*WHAT YOU WILL DO:*
Stop after the line that contains "[1597,613,1678,666,1597,789,1516,735,1597,613]"; until then, restate each line of the entries word for word from the very first.

*Dataset excerpts:*
——

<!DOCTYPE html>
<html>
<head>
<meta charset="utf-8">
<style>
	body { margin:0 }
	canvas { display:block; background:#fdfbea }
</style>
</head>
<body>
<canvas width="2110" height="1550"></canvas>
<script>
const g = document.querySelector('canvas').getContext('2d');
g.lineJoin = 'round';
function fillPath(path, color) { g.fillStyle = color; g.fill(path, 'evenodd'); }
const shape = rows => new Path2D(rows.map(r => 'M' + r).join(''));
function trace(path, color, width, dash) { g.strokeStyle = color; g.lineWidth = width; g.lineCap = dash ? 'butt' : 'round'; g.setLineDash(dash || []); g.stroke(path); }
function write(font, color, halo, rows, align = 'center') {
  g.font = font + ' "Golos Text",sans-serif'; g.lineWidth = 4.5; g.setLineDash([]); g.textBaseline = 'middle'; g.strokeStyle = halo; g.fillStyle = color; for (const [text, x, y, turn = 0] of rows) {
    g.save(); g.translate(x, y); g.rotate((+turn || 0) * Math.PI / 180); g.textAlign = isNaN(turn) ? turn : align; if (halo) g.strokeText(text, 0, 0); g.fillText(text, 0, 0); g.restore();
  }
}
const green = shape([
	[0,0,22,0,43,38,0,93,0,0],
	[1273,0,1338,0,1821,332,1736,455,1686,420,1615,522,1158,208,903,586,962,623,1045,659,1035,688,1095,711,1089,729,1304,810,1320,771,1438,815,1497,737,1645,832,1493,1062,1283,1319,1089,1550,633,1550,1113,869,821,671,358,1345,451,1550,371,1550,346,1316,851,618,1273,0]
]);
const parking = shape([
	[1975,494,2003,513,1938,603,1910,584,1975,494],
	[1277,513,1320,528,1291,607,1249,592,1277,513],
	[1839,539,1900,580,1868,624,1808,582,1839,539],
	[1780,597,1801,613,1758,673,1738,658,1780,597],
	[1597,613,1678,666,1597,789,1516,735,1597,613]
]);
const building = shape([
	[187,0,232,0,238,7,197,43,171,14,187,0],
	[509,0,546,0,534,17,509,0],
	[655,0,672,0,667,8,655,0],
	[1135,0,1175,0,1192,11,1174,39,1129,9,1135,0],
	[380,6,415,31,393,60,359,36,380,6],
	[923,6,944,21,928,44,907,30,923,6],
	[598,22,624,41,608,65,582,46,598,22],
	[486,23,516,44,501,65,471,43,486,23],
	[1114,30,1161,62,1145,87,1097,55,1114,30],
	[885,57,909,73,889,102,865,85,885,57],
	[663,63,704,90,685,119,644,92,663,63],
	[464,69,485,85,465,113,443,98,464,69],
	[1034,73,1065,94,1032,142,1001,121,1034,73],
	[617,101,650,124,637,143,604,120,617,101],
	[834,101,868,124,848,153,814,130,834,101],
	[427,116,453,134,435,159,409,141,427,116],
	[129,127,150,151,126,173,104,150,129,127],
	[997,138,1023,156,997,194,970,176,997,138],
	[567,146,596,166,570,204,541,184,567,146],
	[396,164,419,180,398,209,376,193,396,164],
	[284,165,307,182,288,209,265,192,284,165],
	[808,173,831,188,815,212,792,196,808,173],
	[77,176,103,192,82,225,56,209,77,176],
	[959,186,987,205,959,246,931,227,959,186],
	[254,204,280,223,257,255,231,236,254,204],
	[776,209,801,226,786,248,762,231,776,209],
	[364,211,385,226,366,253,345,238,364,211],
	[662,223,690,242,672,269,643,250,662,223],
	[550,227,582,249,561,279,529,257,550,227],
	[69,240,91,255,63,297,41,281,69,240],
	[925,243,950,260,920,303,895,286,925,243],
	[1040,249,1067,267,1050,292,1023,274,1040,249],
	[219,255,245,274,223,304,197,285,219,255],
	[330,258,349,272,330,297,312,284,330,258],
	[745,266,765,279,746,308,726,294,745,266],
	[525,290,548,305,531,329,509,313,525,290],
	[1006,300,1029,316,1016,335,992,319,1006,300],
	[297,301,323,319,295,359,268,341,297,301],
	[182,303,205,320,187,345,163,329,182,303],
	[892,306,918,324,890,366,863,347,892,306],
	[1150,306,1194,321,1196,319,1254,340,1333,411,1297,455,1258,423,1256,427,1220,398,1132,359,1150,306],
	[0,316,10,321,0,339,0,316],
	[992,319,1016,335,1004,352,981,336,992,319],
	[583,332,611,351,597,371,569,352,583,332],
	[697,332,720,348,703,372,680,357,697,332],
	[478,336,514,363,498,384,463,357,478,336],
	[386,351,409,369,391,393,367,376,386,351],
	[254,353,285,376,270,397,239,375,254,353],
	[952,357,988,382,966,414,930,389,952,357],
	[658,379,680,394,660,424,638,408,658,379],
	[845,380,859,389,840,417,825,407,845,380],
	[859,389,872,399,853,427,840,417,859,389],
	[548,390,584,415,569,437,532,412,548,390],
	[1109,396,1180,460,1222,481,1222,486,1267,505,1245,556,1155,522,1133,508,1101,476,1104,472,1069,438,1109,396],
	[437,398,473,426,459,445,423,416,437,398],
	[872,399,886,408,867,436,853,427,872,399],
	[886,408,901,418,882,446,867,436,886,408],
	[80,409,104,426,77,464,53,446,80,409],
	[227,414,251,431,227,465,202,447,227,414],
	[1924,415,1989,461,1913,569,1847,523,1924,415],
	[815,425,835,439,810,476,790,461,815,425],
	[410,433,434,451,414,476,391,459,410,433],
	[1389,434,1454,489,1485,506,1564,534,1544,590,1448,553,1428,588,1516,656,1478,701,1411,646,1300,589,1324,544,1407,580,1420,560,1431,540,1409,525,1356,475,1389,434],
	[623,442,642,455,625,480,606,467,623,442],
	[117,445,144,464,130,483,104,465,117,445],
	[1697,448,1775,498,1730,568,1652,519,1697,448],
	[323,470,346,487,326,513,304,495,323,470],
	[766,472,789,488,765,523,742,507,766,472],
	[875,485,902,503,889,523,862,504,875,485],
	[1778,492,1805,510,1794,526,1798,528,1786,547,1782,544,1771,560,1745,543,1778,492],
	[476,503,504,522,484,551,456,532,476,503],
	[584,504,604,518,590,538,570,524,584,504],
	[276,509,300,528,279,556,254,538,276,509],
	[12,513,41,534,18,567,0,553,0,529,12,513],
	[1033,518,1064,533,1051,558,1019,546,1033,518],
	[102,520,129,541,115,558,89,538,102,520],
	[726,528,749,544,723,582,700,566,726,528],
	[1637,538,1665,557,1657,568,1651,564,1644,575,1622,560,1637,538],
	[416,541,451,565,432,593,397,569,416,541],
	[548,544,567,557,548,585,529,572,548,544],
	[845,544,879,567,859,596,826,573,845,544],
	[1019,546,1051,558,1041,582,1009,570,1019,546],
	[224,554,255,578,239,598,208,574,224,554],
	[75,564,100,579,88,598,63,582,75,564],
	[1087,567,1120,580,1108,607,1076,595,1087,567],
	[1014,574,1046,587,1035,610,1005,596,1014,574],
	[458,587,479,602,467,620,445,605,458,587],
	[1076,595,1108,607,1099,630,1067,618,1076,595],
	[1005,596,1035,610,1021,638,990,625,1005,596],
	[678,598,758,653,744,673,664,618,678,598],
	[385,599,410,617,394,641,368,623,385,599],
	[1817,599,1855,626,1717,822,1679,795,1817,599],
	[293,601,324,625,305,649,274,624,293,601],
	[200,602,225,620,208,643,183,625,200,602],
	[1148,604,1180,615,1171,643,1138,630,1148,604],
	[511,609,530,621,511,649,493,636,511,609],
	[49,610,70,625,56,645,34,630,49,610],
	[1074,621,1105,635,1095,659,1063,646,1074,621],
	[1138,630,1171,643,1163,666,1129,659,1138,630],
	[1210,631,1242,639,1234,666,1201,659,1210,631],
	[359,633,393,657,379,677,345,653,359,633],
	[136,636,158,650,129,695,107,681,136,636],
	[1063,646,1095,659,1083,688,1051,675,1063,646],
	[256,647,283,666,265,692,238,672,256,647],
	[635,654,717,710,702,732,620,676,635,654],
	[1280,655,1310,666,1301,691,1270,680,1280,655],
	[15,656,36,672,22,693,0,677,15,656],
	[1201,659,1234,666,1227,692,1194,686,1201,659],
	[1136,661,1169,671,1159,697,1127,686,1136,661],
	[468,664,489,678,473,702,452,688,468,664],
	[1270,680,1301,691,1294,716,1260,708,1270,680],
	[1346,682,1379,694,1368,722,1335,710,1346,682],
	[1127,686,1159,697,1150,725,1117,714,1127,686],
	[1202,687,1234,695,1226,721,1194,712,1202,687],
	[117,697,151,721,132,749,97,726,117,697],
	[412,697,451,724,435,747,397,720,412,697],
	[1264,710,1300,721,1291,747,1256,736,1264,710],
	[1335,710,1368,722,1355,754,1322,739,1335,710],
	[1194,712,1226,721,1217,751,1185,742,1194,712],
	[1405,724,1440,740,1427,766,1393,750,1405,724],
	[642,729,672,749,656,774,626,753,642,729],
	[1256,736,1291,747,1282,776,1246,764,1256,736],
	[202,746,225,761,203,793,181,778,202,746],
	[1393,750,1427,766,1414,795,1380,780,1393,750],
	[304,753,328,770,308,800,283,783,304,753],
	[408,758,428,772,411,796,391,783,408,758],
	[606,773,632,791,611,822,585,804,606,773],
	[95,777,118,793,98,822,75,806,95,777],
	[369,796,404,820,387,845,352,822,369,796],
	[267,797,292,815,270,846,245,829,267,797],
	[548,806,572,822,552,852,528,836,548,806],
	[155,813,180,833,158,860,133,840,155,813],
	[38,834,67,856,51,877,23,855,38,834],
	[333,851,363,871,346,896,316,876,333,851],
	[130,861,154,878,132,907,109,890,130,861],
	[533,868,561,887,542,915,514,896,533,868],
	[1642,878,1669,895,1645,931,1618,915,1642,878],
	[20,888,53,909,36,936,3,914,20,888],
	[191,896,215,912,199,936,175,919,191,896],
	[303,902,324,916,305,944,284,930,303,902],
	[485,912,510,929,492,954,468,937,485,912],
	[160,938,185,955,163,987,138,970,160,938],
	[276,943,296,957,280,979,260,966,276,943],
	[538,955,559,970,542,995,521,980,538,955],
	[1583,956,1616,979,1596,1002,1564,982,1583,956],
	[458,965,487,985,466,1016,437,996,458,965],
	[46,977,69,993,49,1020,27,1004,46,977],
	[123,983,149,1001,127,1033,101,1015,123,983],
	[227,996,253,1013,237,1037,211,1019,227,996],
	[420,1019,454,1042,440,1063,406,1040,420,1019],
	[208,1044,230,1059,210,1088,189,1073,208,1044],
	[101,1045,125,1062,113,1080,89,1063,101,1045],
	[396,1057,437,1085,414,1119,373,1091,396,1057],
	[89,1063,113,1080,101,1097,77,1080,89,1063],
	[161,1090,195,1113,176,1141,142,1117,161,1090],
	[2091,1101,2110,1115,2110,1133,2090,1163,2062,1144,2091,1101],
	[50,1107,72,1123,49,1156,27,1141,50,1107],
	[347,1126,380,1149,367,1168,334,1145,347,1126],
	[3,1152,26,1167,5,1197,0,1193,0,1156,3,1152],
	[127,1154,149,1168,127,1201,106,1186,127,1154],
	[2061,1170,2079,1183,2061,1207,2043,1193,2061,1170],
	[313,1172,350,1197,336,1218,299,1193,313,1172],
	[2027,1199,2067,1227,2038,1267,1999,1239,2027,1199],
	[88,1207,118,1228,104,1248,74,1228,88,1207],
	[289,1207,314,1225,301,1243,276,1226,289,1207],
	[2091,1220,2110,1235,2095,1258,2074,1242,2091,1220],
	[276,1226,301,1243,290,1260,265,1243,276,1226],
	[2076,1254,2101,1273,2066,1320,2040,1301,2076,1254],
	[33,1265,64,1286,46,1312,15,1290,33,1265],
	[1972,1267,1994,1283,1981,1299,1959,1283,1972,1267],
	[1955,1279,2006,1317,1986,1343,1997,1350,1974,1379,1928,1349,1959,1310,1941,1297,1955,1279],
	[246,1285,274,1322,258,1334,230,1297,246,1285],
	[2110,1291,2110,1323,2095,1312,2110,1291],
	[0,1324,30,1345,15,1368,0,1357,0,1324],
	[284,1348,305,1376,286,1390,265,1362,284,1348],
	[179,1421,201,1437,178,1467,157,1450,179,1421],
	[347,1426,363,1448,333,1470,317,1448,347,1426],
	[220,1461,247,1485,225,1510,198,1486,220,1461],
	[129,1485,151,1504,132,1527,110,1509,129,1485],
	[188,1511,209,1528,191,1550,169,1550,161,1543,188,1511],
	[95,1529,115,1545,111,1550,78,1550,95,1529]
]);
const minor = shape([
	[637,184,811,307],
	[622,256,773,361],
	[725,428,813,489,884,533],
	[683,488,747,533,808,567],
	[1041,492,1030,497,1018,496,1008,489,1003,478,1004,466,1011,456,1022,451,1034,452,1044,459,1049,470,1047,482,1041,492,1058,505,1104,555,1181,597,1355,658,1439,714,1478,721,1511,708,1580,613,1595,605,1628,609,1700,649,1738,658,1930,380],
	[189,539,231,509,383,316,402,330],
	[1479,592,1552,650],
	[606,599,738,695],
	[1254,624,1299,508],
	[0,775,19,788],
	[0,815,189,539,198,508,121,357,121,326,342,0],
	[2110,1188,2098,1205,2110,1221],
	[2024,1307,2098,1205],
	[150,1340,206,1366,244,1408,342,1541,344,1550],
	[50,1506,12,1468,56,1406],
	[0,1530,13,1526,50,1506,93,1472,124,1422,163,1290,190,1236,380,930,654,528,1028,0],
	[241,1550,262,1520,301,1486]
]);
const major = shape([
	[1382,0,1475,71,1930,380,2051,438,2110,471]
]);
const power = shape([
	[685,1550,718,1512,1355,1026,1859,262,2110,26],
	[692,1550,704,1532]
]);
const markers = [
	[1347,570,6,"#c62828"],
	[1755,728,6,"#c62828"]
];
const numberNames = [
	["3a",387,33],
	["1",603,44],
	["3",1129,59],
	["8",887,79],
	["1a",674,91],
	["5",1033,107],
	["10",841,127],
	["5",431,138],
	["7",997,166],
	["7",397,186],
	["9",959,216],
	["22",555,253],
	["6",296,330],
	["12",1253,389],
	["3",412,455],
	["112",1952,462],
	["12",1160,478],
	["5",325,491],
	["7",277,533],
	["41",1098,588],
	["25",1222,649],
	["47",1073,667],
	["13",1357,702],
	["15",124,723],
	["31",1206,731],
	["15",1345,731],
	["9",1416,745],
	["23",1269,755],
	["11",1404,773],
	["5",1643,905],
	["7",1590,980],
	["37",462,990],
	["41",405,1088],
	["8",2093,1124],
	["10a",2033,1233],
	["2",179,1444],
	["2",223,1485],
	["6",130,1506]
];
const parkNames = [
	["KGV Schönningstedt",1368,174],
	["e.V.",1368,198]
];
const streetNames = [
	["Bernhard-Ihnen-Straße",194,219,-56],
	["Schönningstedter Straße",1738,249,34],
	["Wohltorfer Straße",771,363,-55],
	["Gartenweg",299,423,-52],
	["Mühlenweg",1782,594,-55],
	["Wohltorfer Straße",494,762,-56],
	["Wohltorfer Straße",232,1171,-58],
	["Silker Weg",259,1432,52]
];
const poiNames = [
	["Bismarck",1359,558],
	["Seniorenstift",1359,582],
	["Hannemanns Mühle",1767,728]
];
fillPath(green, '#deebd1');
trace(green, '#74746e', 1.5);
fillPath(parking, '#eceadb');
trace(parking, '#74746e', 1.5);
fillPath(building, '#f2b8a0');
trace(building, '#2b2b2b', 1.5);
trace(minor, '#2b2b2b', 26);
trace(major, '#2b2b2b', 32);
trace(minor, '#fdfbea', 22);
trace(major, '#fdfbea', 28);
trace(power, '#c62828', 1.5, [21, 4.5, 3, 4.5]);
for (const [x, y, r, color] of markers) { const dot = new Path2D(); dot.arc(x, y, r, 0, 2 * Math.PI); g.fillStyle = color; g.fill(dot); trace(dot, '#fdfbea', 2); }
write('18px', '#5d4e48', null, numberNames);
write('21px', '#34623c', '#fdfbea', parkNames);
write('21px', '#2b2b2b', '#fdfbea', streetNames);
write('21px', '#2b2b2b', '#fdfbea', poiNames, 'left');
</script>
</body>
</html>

——

*TASK RESULT:*
<!DOCTYPE html>
<html>
<head>
<meta charset="utf-8">
<style>
	body { margin:0 }
	canvas { display:block; background:#fdfbea }
</style>
</head>
<body>
<canvas width="2110" height="1550"></canvas>
<script>
const g = document.querySelector('canvas').getContext('2d');
g.lineJoin = 'round';
function fillPath(path, color) { g.fillStyle = color; g.fill(path, 'evenodd'); }
const shape = rows => new Path2D(rows.map(r => 'M' + r).join(''));
function trace(path, color, width, dash) { g.strokeStyle = color; g.lineWidth = width; g.lineCap = dash ? 'butt' : 'round'; g.setLineDash(dash || []); g.stroke(path); }
function write(font, color, halo, rows, align = 'center') {
  g.font = font + ' "Golos Text",sans-serif'; g.lineWidth = 4.5; g.setLineDash([]); g.textBaseline = 'middle'; g.strokeStyle = halo; g.fillStyle = color; for (const [text, x, y, turn = 0] of rows) {
    g.save(); g.translate(x, y); g.rotate((+turn || 0) * Math.PI / 180); g.textAlign = isNaN(turn) ? turn : align; if (halo) g.strokeText(text, 0, 0); g.fillText(text, 0, 0); g.restore();
  }
}
const green = shape([
	[0,0,22,0,43,38,0,93,0,0],
	[1273,0,1338,0,1821,332,1736,455,1686,420,1615,522,1158,208,903,586,962,623,1045,659,1035,688,1095,711,1089,729,1304,810,1320,771,1438,815,1497,737,1645,832,1493,1062,1283,1319,1089,1550,633,1550,1113,869,821,671,358,1345,451,1550,371,1550,346,1316,851,618,1273,0]
]);
const parking = shape([
	[1975,494,2003,513,1938,603,1910,584,1975,494],
	[1277,513,1320,528,1291,607,1249,592,1277,513],
	[1839,539,1900,580,1868,624,1808,582,1839,539],
	[1780,597,1801,613,1758,673,1738,658,1780,597],
	[1597,613,1678,666,1597,789,1516,735,1597,613]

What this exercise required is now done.